■ What is required: Show every line of the records below that contains the word "Beldosso".

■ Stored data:
⟨

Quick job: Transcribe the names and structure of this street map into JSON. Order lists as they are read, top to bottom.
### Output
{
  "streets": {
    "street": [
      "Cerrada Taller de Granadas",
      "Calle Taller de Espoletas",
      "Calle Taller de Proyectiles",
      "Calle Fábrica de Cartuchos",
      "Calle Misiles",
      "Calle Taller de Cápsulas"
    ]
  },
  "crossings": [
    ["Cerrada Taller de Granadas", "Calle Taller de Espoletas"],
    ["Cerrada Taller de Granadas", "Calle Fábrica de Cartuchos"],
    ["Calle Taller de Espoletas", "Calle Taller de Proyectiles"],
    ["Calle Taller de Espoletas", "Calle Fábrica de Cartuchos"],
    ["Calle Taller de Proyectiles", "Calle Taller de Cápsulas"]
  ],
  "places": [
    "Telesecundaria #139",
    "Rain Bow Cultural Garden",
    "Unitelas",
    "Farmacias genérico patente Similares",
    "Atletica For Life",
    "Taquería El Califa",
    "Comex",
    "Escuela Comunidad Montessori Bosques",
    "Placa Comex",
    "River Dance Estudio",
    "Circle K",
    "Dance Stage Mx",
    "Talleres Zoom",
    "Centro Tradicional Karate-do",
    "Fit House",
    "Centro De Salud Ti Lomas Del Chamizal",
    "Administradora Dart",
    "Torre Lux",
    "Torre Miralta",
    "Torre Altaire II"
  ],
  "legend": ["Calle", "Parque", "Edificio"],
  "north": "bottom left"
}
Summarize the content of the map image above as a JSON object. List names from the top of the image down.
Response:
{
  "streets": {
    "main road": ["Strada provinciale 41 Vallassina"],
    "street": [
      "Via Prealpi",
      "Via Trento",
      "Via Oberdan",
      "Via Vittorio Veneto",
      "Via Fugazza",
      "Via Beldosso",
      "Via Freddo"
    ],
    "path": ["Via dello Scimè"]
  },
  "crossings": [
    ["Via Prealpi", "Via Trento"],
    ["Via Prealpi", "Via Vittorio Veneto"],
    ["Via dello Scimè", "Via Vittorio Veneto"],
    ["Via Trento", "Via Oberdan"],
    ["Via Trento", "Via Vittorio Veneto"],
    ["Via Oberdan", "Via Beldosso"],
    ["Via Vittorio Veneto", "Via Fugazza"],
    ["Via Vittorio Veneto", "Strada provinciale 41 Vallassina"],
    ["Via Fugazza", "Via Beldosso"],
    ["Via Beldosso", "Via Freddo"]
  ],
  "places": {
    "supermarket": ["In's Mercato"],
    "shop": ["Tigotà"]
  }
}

⟩

■ Task answer:
      "Via Beldosso",
    ["Via Oberdan", "Via Beldosso"],
    ["Via Fugazza", "Via Beldosso"],
    ["Via Beldosso", "Via Freddo"]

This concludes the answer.